-------- Records shown

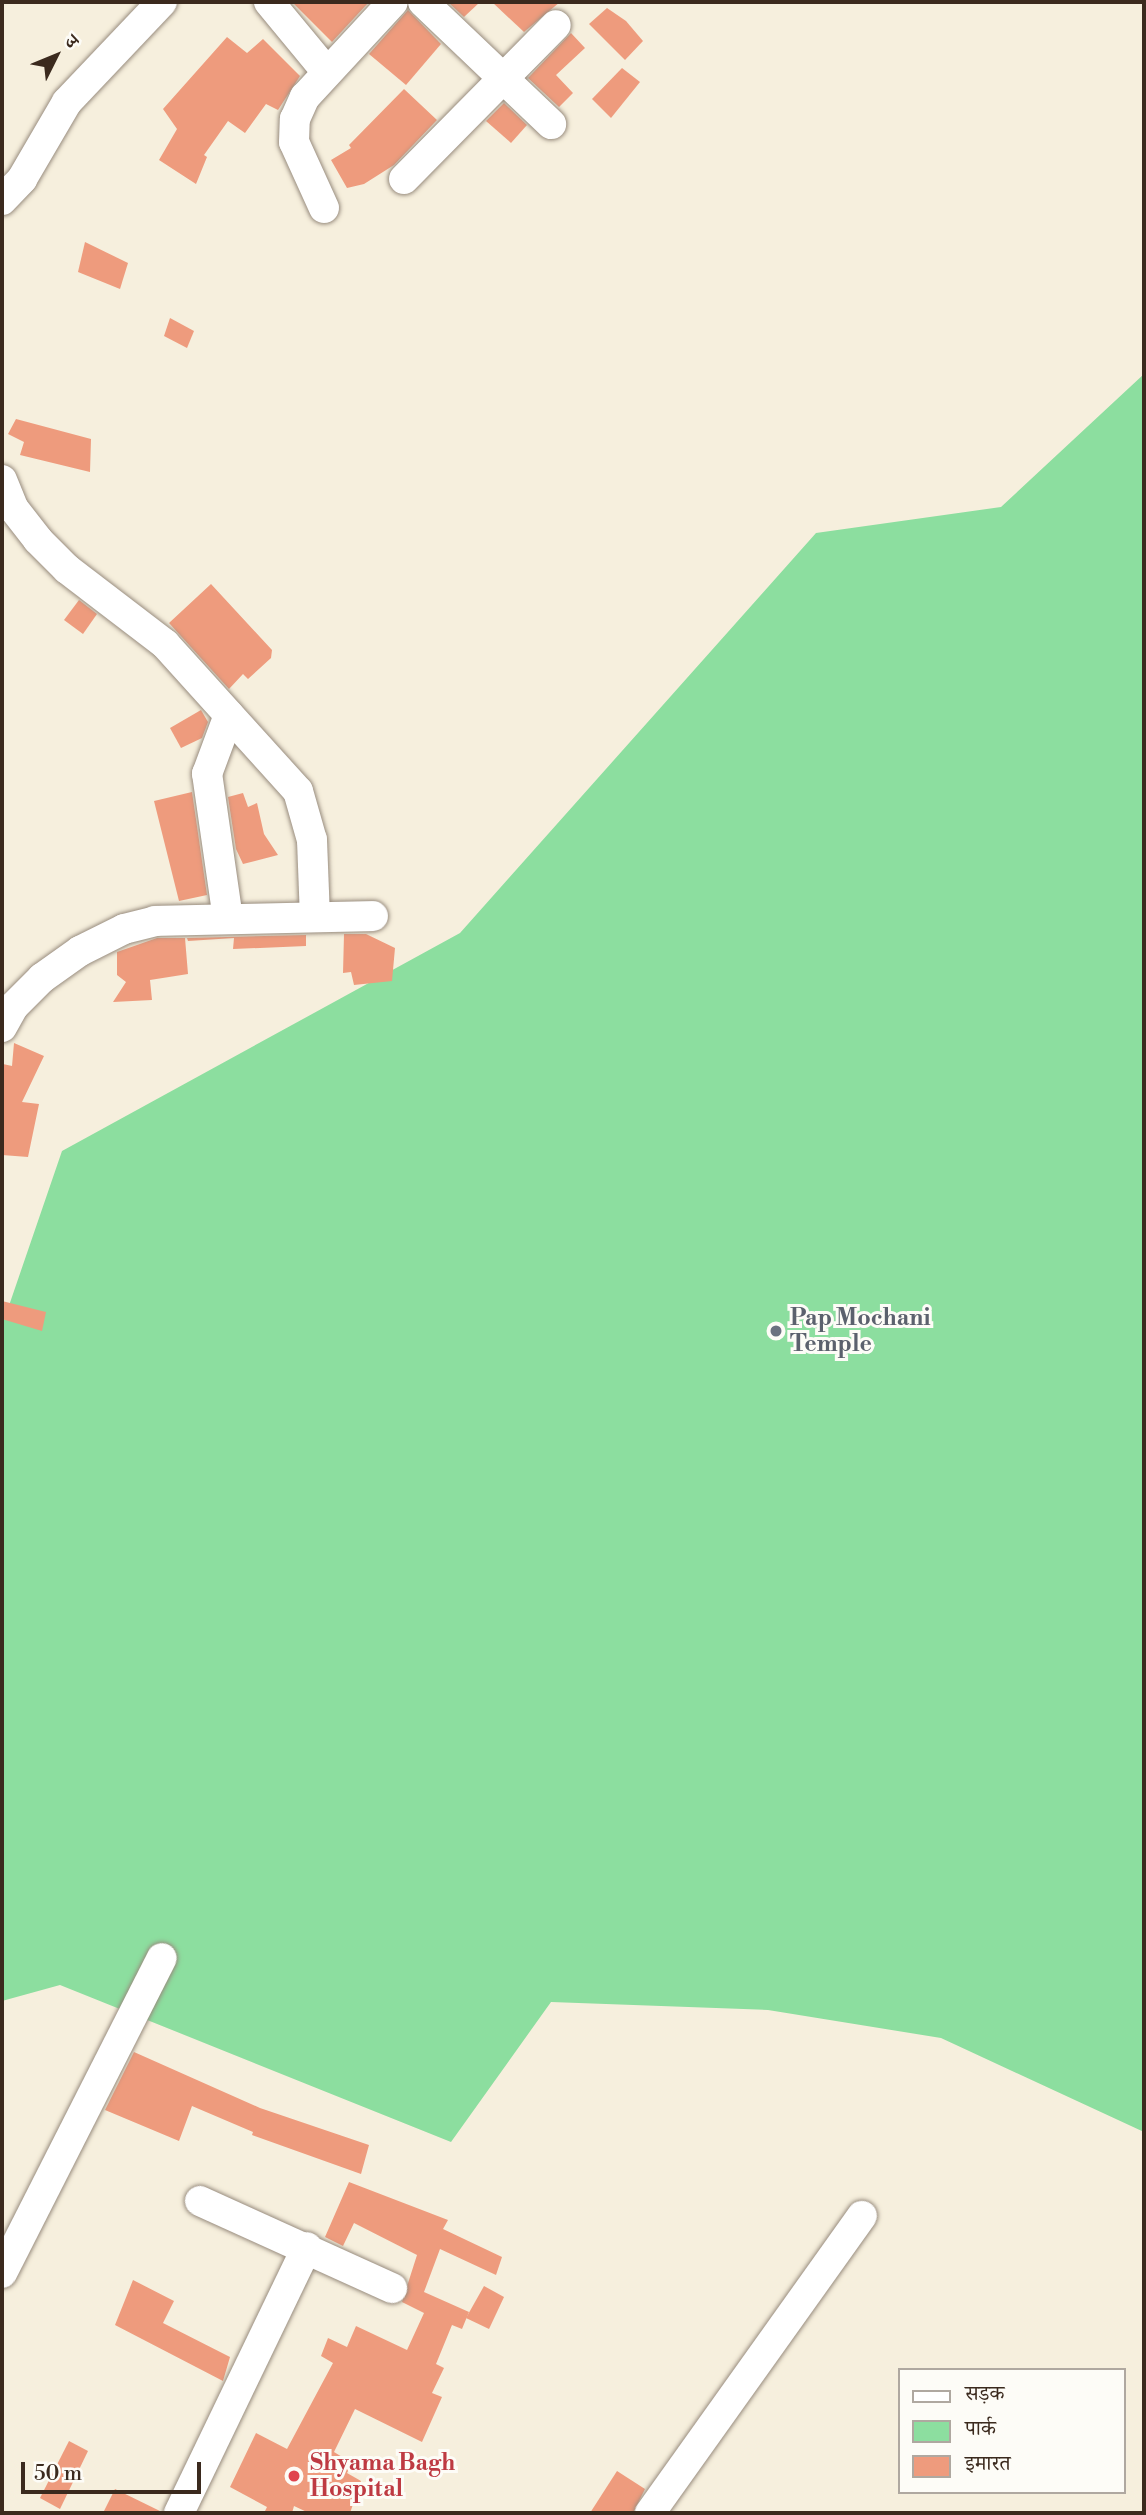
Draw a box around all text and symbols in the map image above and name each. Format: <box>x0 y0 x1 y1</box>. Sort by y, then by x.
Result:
north arrow <box>21 21 91 91</box>
text: उ <box>59 30 83 53</box>
place label: Pap Mochani Temple <box>790 1304 931 1358</box>
marker: Pap Mochani Temple <box>768 1323 784 1339</box>
legend <box>898 2368 1125 2494</box>
text: सड़क <box>965 2381 1004 2407</box>
text: पार्क <box>965 2416 996 2442</box>
scale bar <box>24 2448 205 2492</box>
place label: Shyama Bagh Hospital <box>310 2449 455 2503</box>
text: इमारत <box>965 2451 1011 2477</box>
text: 50 m <box>34 2461 82 2487</box>
marker: Shyama Bagh Hospital <box>284 2466 304 2486</box>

----------------

- Your objective -
Would you write out all of the records exactly, omitting the pictures?

- Answer to this problem -
Draw a box around all text and symbols in the map image above and name each. Format: <box>x0 y0 x1 y1</box>. Sort by y, then by x.
Result:
north arrow <box>21 21 91 91</box>
text: उ <box>59 30 83 53</box>
place label: Pap Mochani Temple <box>790 1304 931 1358</box>
marker: Pap Mochani Temple <box>768 1323 784 1339</box>
legend <box>898 2368 1125 2494</box>
text: सड़क <box>965 2381 1004 2407</box>
text: पार्क <box>965 2416 996 2442</box>
scale bar <box>24 2448 205 2492</box>
place label: Shyama Bagh Hospital <box>310 2449 455 2503</box>
text: इमारत <box>965 2451 1011 2477</box>
text: 50 m <box>34 2461 82 2487</box>
marker: Shyama Bagh Hospital <box>284 2466 304 2486</box>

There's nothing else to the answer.